Scottish Ship management site is a good site. Found them all and interestiung to see all their history

Many Thanks

Les


----------



## trotterdotpom

No worries Les, glad you found it interesting.

John T.


----------



## aleccrichton1982

*temple boats*



Leslie Richmond said:


> I am looking for any photos of Lambert Bros ships when they were managed by Salen (UK) (Was Whitco Marine)
> 
> In the 1970's Whitco managed 4 ships "The Temple Boats"
> 
> Temple Inn
> Temple Bar
> and I forget the name of the other two.
> 
> Any News or pictures ? I served as 2/0 on the Temple Inn when on charter to a Canadian Timber firm.
> 
> Regards
> 
> Les Richmond


 temple hall is on rocks off aricefe harbour lanzarote you also had temple mane and temple lane.temple hall was my first trip 1967


----------



## Banni

If you go into the gallery search and put in Temple Hall - two of the photos that come up are ones I took of the wreck whilst on holiday. for your info.


----------



## oldsalt1

The Temple Hall on the rocks at Aricefe is from a different generation. 
The four managed by Scottish Ship management and then Whitco were the Temple Arch, Temple Inn, Temple Bar and Temple Hall. All four were bulkers and built with the infamous Ruston AO's which were later replaced with Stork Workspoors. 
The Temple Hall is also still around, she was originally bare boat chartered to British Phosphate Commissioners with an Australian crew. After being sold by Lamberts in 1977 she was converted to a pipe burying ship and renamed Seaway Sandpiper she is now a stone dumping ship under Boskalis ownership renamed Sandpiper.
The two still in service, x Temple Bar & x Temple Hall were built on the Clyde to a Norwegian design, same as Temple Arch (Horten built) and others in the SSM fleet. The Temple Inn was one of the two funneled Norwegian built variety. (Haugusund)


----------



## Justin Lochhead

Hi Leslie

I served as 4/E and Extra 3/E on Temple Inn in 1976/77, she was on charter to Northwood Mills of Vancouver and her regular voyage was Vancouver to Cardiff.
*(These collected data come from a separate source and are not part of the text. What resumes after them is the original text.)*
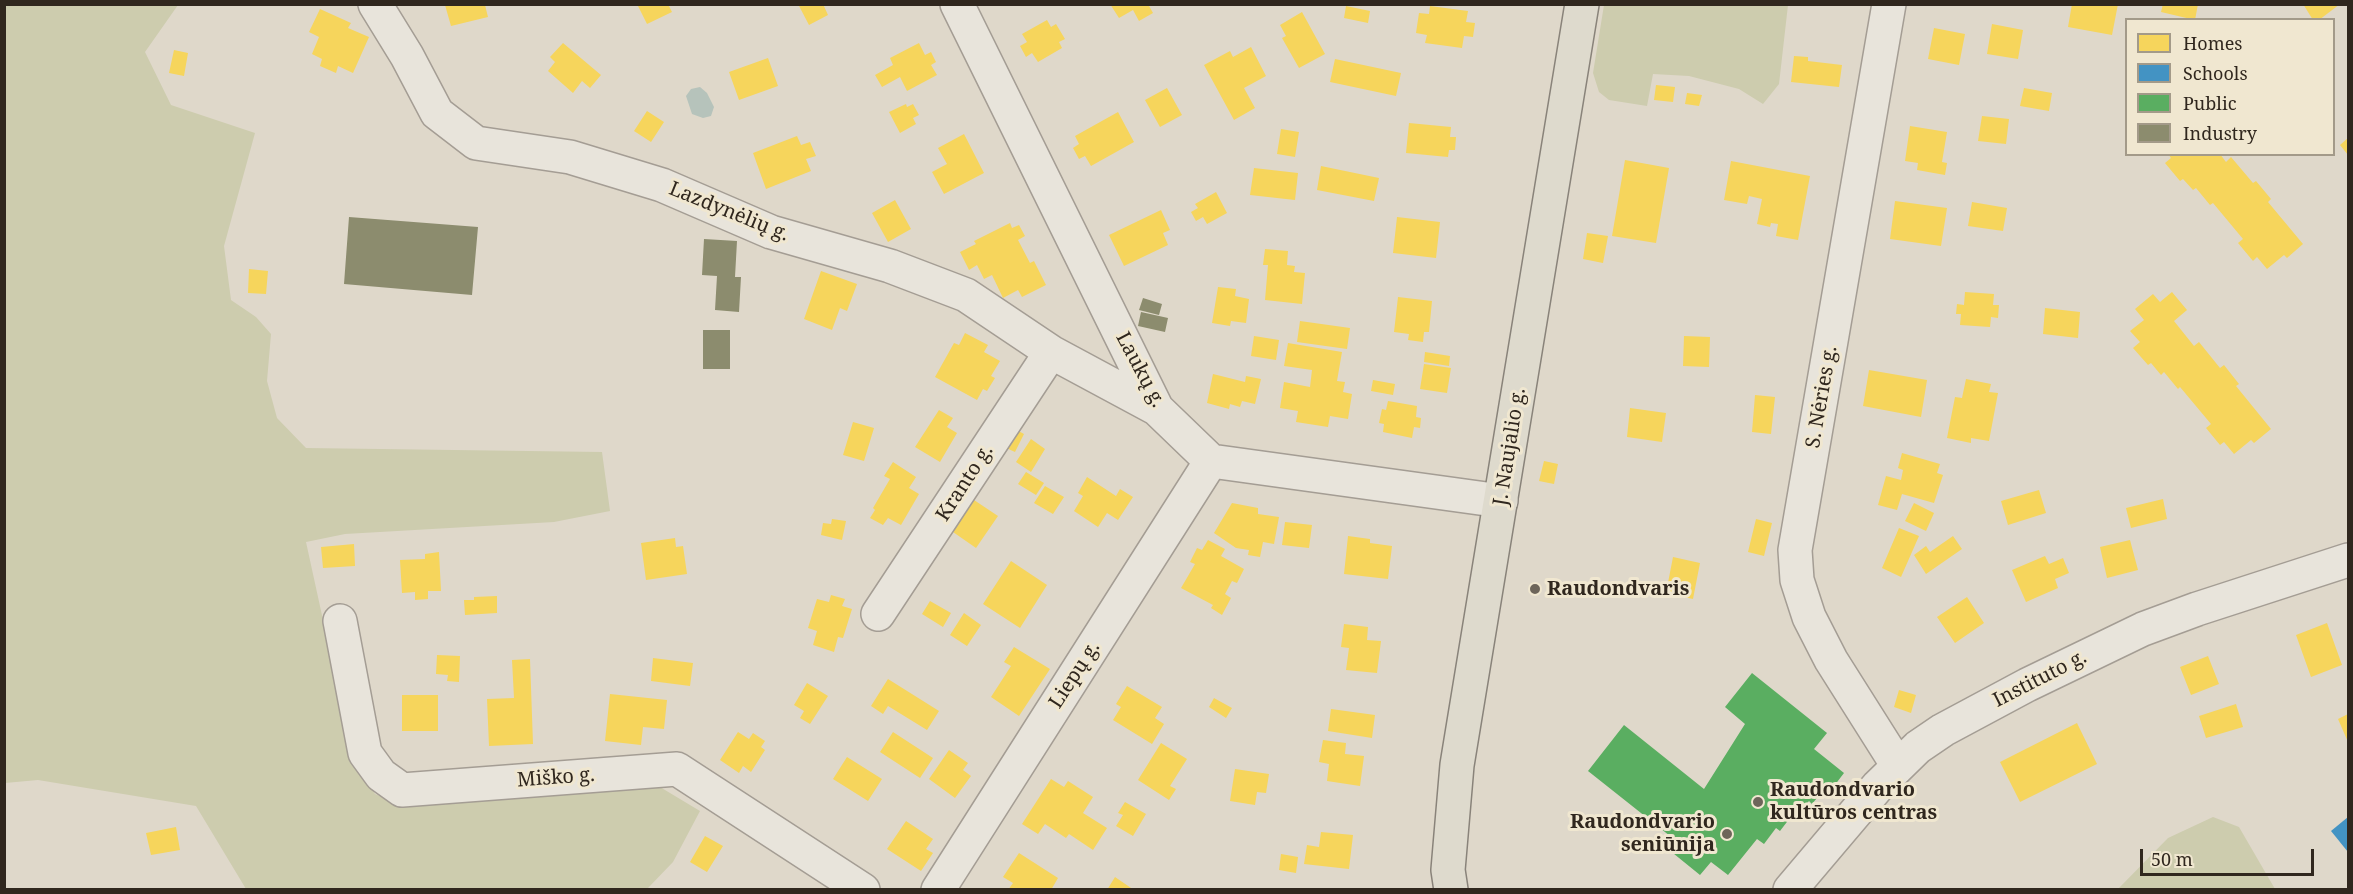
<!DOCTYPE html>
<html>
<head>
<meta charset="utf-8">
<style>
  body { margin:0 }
  #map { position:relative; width:2353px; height:894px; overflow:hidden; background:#dfd8ca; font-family:"Noto Serif",serif }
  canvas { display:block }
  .frame { position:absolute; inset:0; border:6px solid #30271e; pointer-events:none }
  .legend { position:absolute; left:2125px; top:18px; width:210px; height:138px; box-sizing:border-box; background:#f0e7d0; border:2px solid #a39a89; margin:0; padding:8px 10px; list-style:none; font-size:18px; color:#30271e }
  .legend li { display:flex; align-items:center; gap:12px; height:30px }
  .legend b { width:30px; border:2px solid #a39a89 }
  .scale { position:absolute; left:2140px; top:849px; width:174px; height:27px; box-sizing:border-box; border:3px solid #30271e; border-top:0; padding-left:8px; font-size:18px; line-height:21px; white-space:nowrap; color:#30271e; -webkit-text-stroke:4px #f0e7d0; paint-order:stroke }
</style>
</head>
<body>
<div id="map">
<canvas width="2353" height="894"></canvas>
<div class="frame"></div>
<ul class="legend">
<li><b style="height:16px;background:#f6d55c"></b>Homes</li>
<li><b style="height:16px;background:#4393c3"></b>Schools</li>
<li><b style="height:16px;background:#5aae61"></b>Public</li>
<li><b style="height:16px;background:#8c8c6e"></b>Industry</li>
</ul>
<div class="scale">50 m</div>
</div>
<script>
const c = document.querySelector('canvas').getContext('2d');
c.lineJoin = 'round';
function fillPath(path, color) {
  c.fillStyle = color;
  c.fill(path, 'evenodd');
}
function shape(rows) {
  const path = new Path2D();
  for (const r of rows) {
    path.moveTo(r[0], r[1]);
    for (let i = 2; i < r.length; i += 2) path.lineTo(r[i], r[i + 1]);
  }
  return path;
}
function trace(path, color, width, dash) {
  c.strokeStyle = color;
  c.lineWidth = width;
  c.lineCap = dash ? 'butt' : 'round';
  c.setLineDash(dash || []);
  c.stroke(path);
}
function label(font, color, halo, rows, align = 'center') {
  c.font = font + ' "Noto Serif",serif';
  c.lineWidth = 6;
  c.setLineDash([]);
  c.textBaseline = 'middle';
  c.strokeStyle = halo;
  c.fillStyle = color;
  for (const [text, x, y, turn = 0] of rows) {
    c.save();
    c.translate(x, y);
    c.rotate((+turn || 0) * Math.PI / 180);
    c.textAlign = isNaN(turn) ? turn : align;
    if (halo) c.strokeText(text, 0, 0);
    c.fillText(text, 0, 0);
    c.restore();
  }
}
fillPath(shape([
  [4,5,178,5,145,52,171,105,255,133,224,246,231,300,256,317,271,334,267,381,277,418,306,448,602,452,610,511,554,522,345,534,306,542,354,762,375,794,397,803,660,787,700,811,673,862,648,888,646,890,246,889,196,806,38,780,5,783],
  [1604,5,1788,5,1779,84,1763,104,1739,89,1689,76,1653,74,1647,106,1609,100,1599,92,1593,73],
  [2213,817,2239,827,2275,889,2118,889,2168,838]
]), '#cdccae');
fillPath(shape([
  [700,87,707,93,714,107,711,116,703,118,692,114,686,96,691,89]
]), '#b6c3bb');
fillPath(shape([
  [637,4,668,4,672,12,647,24],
  [798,4,823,4,828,15,809,25],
  [1110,4,1148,4,1153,13,1139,21,1133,10,1119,18],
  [2072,4,2118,4,2112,35,2068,27],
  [2163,4,2198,4,2195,20,2161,12],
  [2303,4,2340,4,2319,20,2313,20],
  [445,5,485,5,488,17,451,26],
  [1346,6,1370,11,1368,23,1344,18],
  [1430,6,1468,11,1466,22,1475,23,1473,37,1464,36,1462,48,1425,43,1427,35,1416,33,1419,13,1429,14],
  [320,9,351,23,348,28,369,37,353,73,338,66,336,73,320,66,322,59,312,54,319,37,309,32],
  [1302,12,1325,54,1299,68,1282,38,1286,36,1280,25],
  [1047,20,1051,27,1056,24,1065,39,1059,42,1062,48,1038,62,1032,53,1026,57,1020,46,1027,42,1022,34],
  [1992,24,2023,30,2018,59,1987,54],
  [1934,28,1965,34,1959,65,1928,59],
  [563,43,601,75,590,88,582,81,573,93,548,71,555,62,550,57],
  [919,43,925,55,931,52,936,62,931,65,937,75,907,91,900,77,882,87,875,75,893,65,890,58],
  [1251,47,1266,76,1244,88,1255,108,1234,120,1204,65,1230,51,1233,57],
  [174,50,188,53,184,76,169,73],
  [1794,56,1808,57,1808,61,1842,65,1839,87,1791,82],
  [768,58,778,86,739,100,729,72],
  [1335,59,1401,73,1396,96,1330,82],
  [1656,85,1675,87,1673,102,1654,100],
  [1167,88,1182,115,1160,127,1145,100],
  [2024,88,2052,93,2049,111,2020,106],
  [1687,93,1702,95,1699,106,1685,104],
  [906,104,907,107,913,104,919,115,913,118,916,124,900,133,889,112],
  [647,111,664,122,651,142,634,131],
  [1118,112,1134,142,1091,166,1085,156,1079,159,1073,148,1079,144,1075,136],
  [1982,116,2009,119,2006,144,1978,141],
  [1409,123,1451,127,1450,137,1456,137,1455,150,1449,150,1448,157,1406,153],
  [1910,126,1947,132,1942,162,1947,163,1945,175,1917,170,1918,163,1905,161],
  [1281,129,1299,132,1295,157,1277,154],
  [964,134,984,173,944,194,932,172,947,164,938,148],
  [797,136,801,145,810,142,816,156,806,159,811,171,766,189,753,153],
  [2348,138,2348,155,2340,145],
  [2168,154,2220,154,2226,162,2231,157,2253,183,2256,181,2271,199,2268,202,2303,244,2287,258,2284,255,2267,269,2257,257,2253,261,2238,243,2243,239,2213,203,2210,205,2196,188,2193,190,2183,179,2180,181,2165,163,2171,158],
  [1625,160,1669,168,1656,243,1612,236],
  [1731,161,1810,176,1798,240,1776,236,1778,224,1771,223,1770,227,1757,224,1762,199,1749,196,1747,204,1724,200],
  [1321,166,1379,178,1374,201,1317,190],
  [1254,168,1298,173,1295,200,1250,195],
  [1216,192,1227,213,1207,224,1203,217,1196,221,1191,212,1198,208,1195,204],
  [895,200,911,229,888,242,872,213],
  [1895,201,1947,208,1941,246,1890,239],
  [1972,202,2007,208,2003,231,1968,226],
  [1161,210,1170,230,1163,233,1168,245,1124,266,1109,235],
  [1397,217,1440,222,1436,258,1393,253],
  [1010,223,1012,228,1019,225,1025,236,1018,240,1030,263,1034,261,1046,285,1022,297,1018,290,1003,298,992,275,984,279,977,265,969,270,960,252,976,244,974,241],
  [1587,233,1608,236,1603,263,1583,259],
  [1265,249,1288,251,1287,265,1295,266,1294,272,1305,273,1302,304,1265,300,1268,265,1263,265],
  [249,269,268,271,266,294,248,293],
  [821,271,857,284,847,311,840,308,832,330,804,319],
  [1218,287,1236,289,1235,296,1249,299,1246,323,1231,321,1230,326,1212,323],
  [1965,292,1994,294,1993,305,1999,305,1998,318,1991,317,1990,327,1960,325,1961,314,1956,314,1957,304,1964,305],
  [2172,292,2187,310,2174,321,2194,346,2199,342,2220,368,2224,365,2239,384,2236,386,2271,429,2254,443,2251,440,2234,454,2224,442,2220,445,2206,428,2211,424,2180,387,2178,389,2164,372,2161,375,2151,363,2148,365,2133,348,2140,342,2130,331,2144,320,2135,309,2153,294,2160,302],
  [1398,297,1432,301,1429,332,1424,332,1423,342,1408,340,1409,334,1394,332],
  [2045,308,2080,312,2078,338,2043,334],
  [1300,321,1350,328,1347,349,1297,342],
  [965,333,988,345,984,352,1000,361,991,376,995,378,987,391,983,389,977,400,935,377,954,343,959,345],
  [1254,336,1279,340,1276,360,1251,356],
  [1684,336,1710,337,1709,367,1683,366],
  [1288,343,1342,352,1337,381,1345,382,1343,392,1352,394,1348,419,1330,416,1328,427,1296,422,1298,411,1280,408,1284,382,1310,387,1312,370,1284,366],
  [1425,352,1450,356,1449,366,1424,362],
  [1424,364,1451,368,1447,393,1420,389],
  [1869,370,1927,380,1921,417,1863,406],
  [1213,374,1245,382,1246,376,1261,379,1255,404,1242,401,1240,407,1230,404,1229,409,1207,403],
  [1966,379,1991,384,1989,392,1998,393,1989,441,1971,438,1971,443,1947,438,1955,397,1962,398],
  [1373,380,1395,384,1393,395,1371,391],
  [1755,395,1775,397,1771,434,1752,432],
  [1388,401,1417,406,1416,417,1421,418,1420,428,1414,427,1412,438,1383,432,1384,424,1379,423,1382,409,1386,410],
  [1630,408,1666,413,1662,442,1627,437],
  [939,410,953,418,947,427,957,433,940,462,915,447],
  [853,422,874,428,864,461,843,455],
  [1013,428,1024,434,1015,452,1004,447],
  [1031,439,1045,449,1031,472,1016,462],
  [1902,453,1940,464,1937,473,1943,475,1934,503,1902,494,1897,510,1878,505,1886,476,1901,480,1903,470,1898,468],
  [1544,461,1558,464,1554,484,1539,481],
  [893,462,916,477,909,488,919,494,901,525,888,518,883,525,870,518,875,510,873,508,890,479,884,476],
  [1026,472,1044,483,1036,495,1018,484],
  [1087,477,1116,496,1120,489,1133,497,1118,520,1107,513,1098,527,1074,511,1083,496,1078,493],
  [1045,486,1064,497,1053,514,1034,503],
  [2039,490,2046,513,2008,525,2001,501],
  [2163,499,2167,519,2131,528,2126,508],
  [974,500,998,516,976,548,953,532],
  [1232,503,1258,508,1258,514,1279,517,1274,544,1263,542,1260,557,1248,555,1249,550,1236,548,1214,533],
  [1914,503,1934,513,1926,531,1905,521],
  [832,519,846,521,842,540,821,535,823,523,831,524],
  [1756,519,1772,523,1764,556,1748,552],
  [1285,522,1312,525,1309,548,1282,545],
  [1899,528,1919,536,1901,577,1882,568],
  [1348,536,1370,539,1370,543,1392,546,1388,579,1344,574],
  [1953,536,1962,549,1926,574,1914,555,1926,546,1930,552],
  [675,538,676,547,683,546,687,574,646,580,641,543],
  [1208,540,1225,549,1221,556,1244,569,1237,583,1232,581,1225,594,1231,598,1222,615,1211,608,1213,605,1181,588,1195,564,1190,562,1197,548,1202,550],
  [2130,540,2138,570,2107,578,2100,547],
  [354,544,355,566,323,568,321,547],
  [439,552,441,591,428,591,428,599,415,600,415,592,402,593,400,560,425,559,425,554],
  [2045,556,2049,564,2063,558,2069,573,2055,579,2058,588,2026,602,2012,570],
  [1673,557,1700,563,1693,599,1666,593],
  [1011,561,1047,585,1020,628,983,604],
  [831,595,845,599,842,606,852,609,843,638,838,637,834,652,813,645,817,631,808,628,817,599,829,602],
  [497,596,497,613,465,615,464,600,474,600,474,597],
  [1967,597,1984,623,1955,643,1937,617],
  [930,601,951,613,943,627,922,614],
  [964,613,981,625,967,646,950,635],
  [2327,623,2342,665,2311,677,2296,635],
  [1344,624,1368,627,1367,640,1381,641,1377,673,1346,670,1349,648,1341,647],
  [1014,647,1050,669,1019,716,991,697,1011,666,1004,662],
  [437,655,460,656,459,682,447,681,448,675,436,674],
  [2208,656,2219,684,2191,695,2180,667],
  [653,658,693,663,690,686,651,681],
  [530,659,533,744,489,746,487,699,514,698,512,660],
  [888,679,939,711,927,730,888,706,883,714,871,706],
  [807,683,828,696,810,724,800,718,804,711,794,705],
  [1127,686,1162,707,1155,718,1164,724,1152,744,1113,720,1121,707,1116,704],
  [1899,690,1916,695,1911,713,1894,707],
  [610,694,667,700,664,729,643,727,641,745,605,741],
  [402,695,438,695,438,731,402,731],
  [1214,698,1232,708,1226,718,1209,707],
  [2236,704,2243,727,2206,738,2199,716],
  [1331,709,1375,715,1372,738,1328,731],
  [2348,714,2348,742,2338,719],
  [2077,723,2097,764,2020,802,2000,762],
  [738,732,749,739,753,733,765,741,761,747,765,750,751,772,743,766,739,773,720,760],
  [893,732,933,758,920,778,880,752],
  [1323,740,1346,743,1345,754,1364,756,1360,786,1327,781,1329,764,1319,762],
  [1161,743,1187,759,1170,786,1176,789,1169,800,1138,780],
  [949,750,968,763,963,770,971,776,955,798,929,779],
  [847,757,882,779,868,801,833,779],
  [1235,769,1269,774,1266,793,1257,792,1255,805,1230,801],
  [1051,779,1064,787,1068,781,1093,797,1083,813,1107,828,1093,850,1069,834,1066,838,1045,824,1038,834,1022,824],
  [1125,802,1146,814,1133,836,1116,826,1123,815,1118,813],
  [906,821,933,839,926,849,933,853,921,871,887,849],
  [176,827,180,850,151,855,146,833],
  [1321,832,1353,835,1349,869,1304,864,1307,845,1319,847],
  [705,836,723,846,707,872,690,862],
  [1019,853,1058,878,1051,890,1008,890,1013,883,1003,877],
  [1281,854,1298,857,1296,873,1279,870],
  [1115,877,1134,890,1107,890]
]), '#f6d55c');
fillPath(shape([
  [2348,817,2348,852,2331,831]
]), '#4393c3');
fillPath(shape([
  [1752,673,1827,733,1814,749,1844,773,1831,790,1826,787,1812,804,1809,801,1796,816,1793,814,1780,831,1776,828,1764,844,1757,839,1728,875,1711,862,1700,875,1663,845,1670,836,1588,771,1624,725,1704,789,1745,724,1725,707]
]), '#5aae61');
fillPath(shape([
  [349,217,478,227,472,295,344,284],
  [704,239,737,241,735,277,741,277,739,312,715,310,717,276,702,275],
  [1143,298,1162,304,1159,315,1139,310],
  [1141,312,1168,318,1165,332,1138,326],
  [703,330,730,330,730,369,703,369]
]), '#8c8c6e');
const minor = shape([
  [375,4,407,56,437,113,476,143,570,157,662,185,771,232,890,266,966,295,1051,352,1157,409],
  [957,4,1157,409,1211,461,1501,501],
  [1889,4,1795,550,1797,580,1809,617,1831,660,1898,766],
  [878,614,1051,352],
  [340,621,365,753,381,775,402,790,677,769,863,890],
  [938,890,1211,461],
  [1790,890,1878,786,1918,747,1943,730,2027,685,2143,629,2197,609,2348,560]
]);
const major = shape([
  [1451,890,1448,870,1457,765,1582,4]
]);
trace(minor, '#a49d94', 36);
trace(major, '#89837a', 36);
trace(minor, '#e8e4db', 33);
trace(major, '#dedacd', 33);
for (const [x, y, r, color] of [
  [1535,589,6,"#6d655a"],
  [1758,802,6,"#6d655a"],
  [1727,834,6,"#6d655a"]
]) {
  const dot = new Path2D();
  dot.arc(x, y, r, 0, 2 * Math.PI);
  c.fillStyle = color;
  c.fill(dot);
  trace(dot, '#f0e7d0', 2);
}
label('20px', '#30271e', '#f0e7d0', [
  ["Lazdynėlių g.",729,212,22],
  ["Laukų g.",1140,370,62],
  ["S. Nėries g.",1822,397,-80],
  ["J. Naujalio g.",1510,447,-81],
  ["Kranto g.",965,483,-57],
  ["Liepų g.",1075,675,-57],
  ["Instituto g.",2040,679,-27],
  ["Miško g.",556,778,-4]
]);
label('bold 20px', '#30271e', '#f0e7d0', [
  ["Raudondvaris",1547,589],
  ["Raudondvario",1770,790],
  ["kultūros centras",1770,813],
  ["Raudondvario",1715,822,"right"],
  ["seniūnija",1715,845,"right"]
], 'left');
</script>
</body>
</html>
I also served on Temple Arch during which time we transited the Great Lakes as far as Chicago with British Steel from Newport UK.





Leslie Richmond said:


> I am looking for any photos of Lambert Bros ships when they were managed by Salen (UK) (Was Whitco Marine)
> 
> In the 1970's Whitco managed 4 ships "The Temple Boats"
> 
> Temple Inn
> Temple Bar
> and I forget the name of the other two.
> 
> Any News or pictures ? I served as 2/0 on the Temple Inn when on charter to a Canadian Timber firm.
> 
> Regards
> 
> Les Richmond


----------



## Geoff Clode

*Temple Bar*

Hi Les, I sailed on Temple Bar in 73 as 3rd Engineer. I work in Grimsby but have a house in Hartlepool where I aaam sure I have a photo of her. I joined her in Birkinhead & were supposed to sail to africa but change of orders & went to Canada for Iron Ore to Cardiff. Ive seen her sister on the rocks in Lanzarotte. After sailing on the Clippers her engine room seemed enormous.(


----------



## alan ward

I did my last trip on the Temple Bar and am so surprised she is still afloat she was in a fine old state even back then.We went light ship to Hamilton Ontario went ashore and watched Jaws which was a new film then.Two of the crew missed the ferry back to where we were at anchor,stole a dinghy from the local yacht club and tried to paddle back to the anchorage.They forgot to check the bung and so started to sink on their journey,imagine,it`s late on a very dark night,they`ve just seen Jaws and they`re sinking in a large expanse of water.Finally reached the ships gangway but by this time they are so low in the water that they can`t reach the ladder and by now are sinking fast,luckily their shouts for help were heard by the watchman who helped them on board.

Othet memories of that trip include loading 12,000 tons of nitrate in Togo and it blowing throughout the ship it was in our food,teeth and pants for days.Also we ran out of beer due to a very hard drinking Glaswegian crowd and Captain Bill Chippendale.God he liked a bevy.


----------



## BillElleray

*Temple Hall*

I have some photos of Temple Hall (1954-69) which is now wrecked off Lanzarote. I hope these are of interest to you.

http://www.flickr.com/photos/[email protected]/sets/72157632746935152/


----------